Haliç te bir vapuru vurdular dört kişi

Demirlemişti eli kolu bağlıydı ağlıyordu

Dört bıçak çekip vurdular dört kişi

Yemyeşil bir ay gökte dağılıyordu

Deli Cafer, İsmail, Tayfur ve Şaşı

Maktulün onbeş yıllık arkadaşı

Üç kamarot öteki ahçıbaşı

Dört bıçak çekip vurdular dört kişi

Cinayeti kör bir kayıkçı gördü

Ben gördüm kulaklarım gördü

Vapur kudurdu kuduz gibi böğürdü.

Hiç biriniz orada yoktunuz

 Ahmet Kaya’nın bu şarkısı aklıma geldi.

Hani bir söz daha var ya, “Sağır Sultan duydu” daha çok benzer kelimeler söylenebilir ama Ahmet Kaya’nın sözlerinde ki; “Cinayeti kör bir kayıkçı gördü Ben gördüm kulaklarım gördü Vapur kudurdu kuduz gibi böğürdü. Hiç biriniz orada yoktunuz” Bu paragraf aslında Maden İşçilerinin örgütlü bulunduğu GMİS üst yönetiminin Amasra’da yaşanan cinayet sonrasını çok daha güzel anlatıyor.

Olayın yaşandığı andan itibaren herkes dili döndüğünce bir şeyler söyledi. Kendi penceresinden.
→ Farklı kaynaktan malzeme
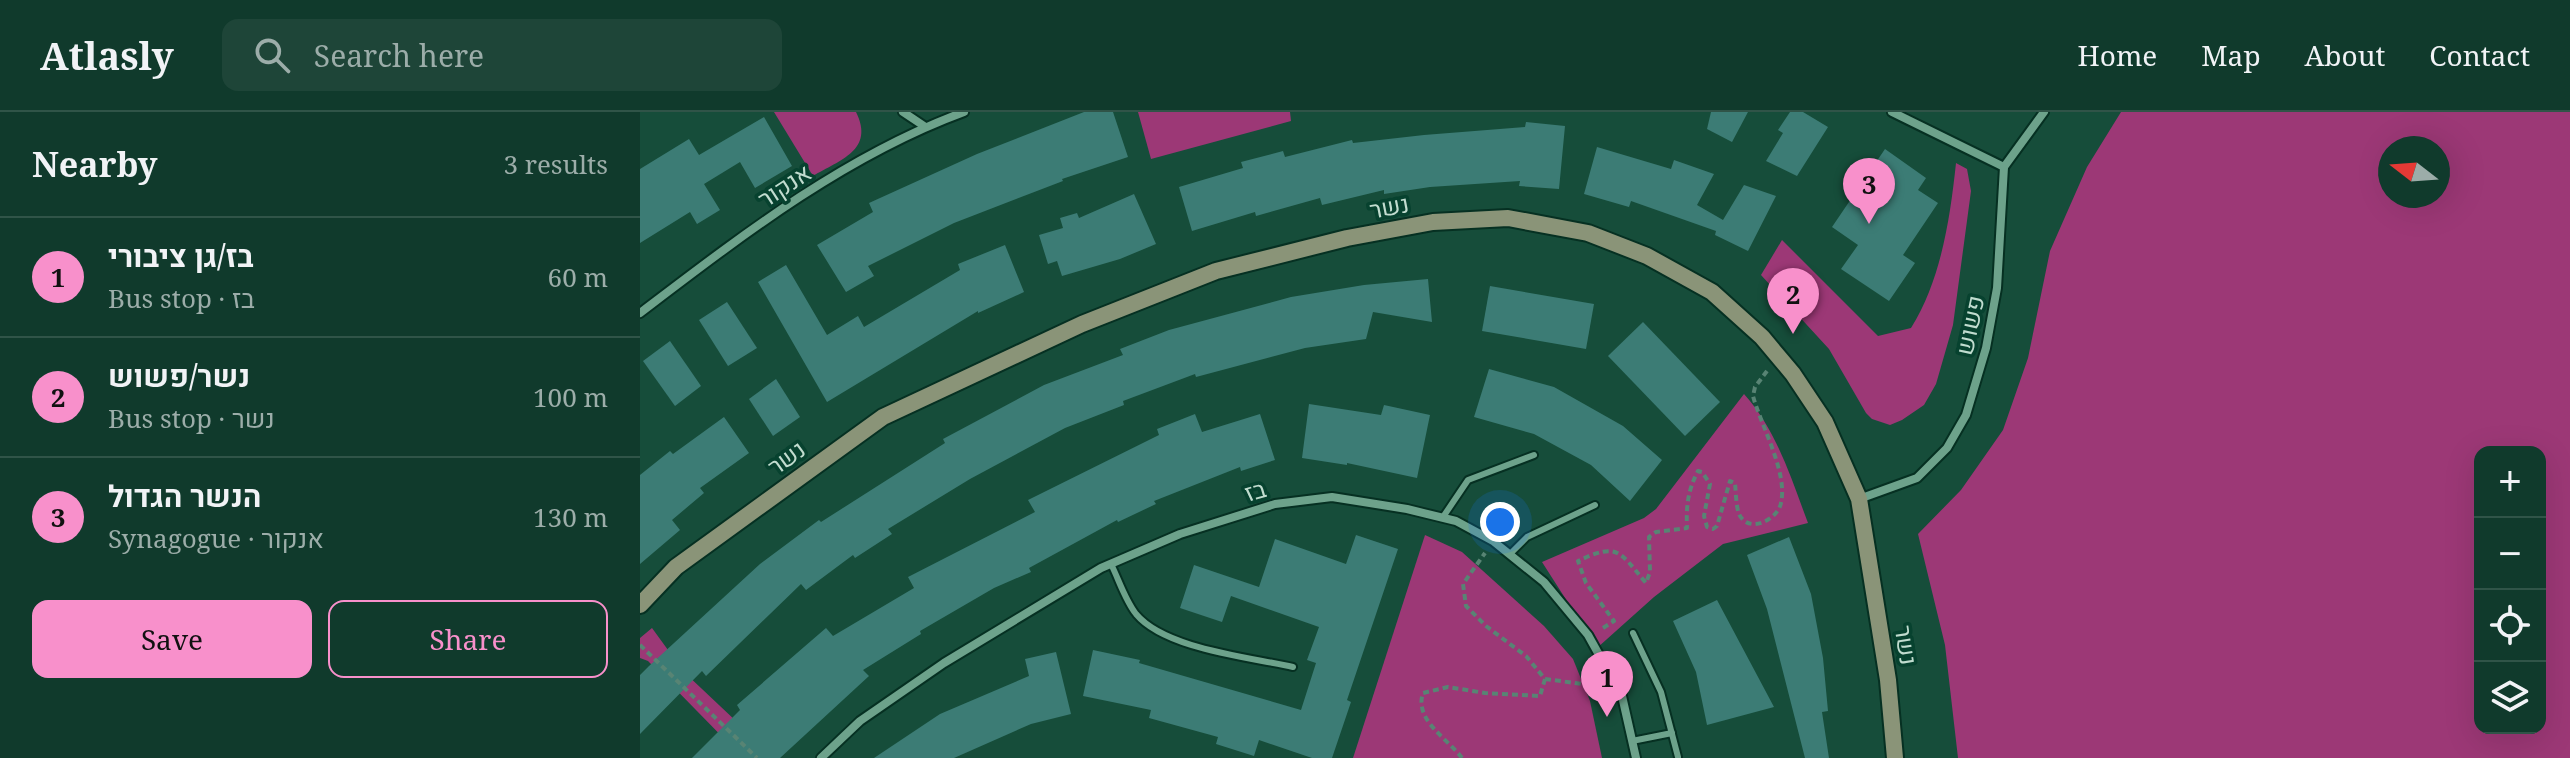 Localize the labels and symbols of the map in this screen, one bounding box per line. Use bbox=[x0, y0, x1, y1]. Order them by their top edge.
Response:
north arrow bbox=[2378, 136, 2450, 208]
street label: אנקור bbox=[751, 155, 817, 215]
pin: 3 bbox=[1843, 158, 1895, 224]
street label: נשר bbox=[1366, 186, 1412, 226]
pin: 2 bbox=[1767, 268, 1819, 334]
street label: פשוש bbox=[1947, 292, 1991, 358]
street label: נשר bbox=[760, 432, 812, 482]
street label: בז bbox=[1240, 471, 1270, 509]
your location bbox=[1480, 502, 1520, 542]
street label: נשר bbox=[1888, 623, 1926, 667]
pin: 1 bbox=[1581, 651, 1633, 717]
İki yetkili kesim konuşmadı.

Biri işveren konumunda ki TTK Genel Müdürü Kazım Eroğlu, diğeri GMİS Genel Başkanı Hakan Yeşil.

Hakan Yeşil ve Merkez Yönetimi bu sınavdan geçemedi.

Belki kendi gelecekleri açısından geçtiler.

Ama tarihe Maden İşçilerinin mücadele tarihine kara leke olarak geçtiler.

GMİS ne zaman konuştu. Olayın üzerinden günler geçtikten sonra yapılan Genişletilmiş Başkanlar Kurulu Toplantısı’da 18 EKİM 2022’de Genişletilmiş Başkanlar Kurulu sonrası Sonuç bildirisi yayınlandı.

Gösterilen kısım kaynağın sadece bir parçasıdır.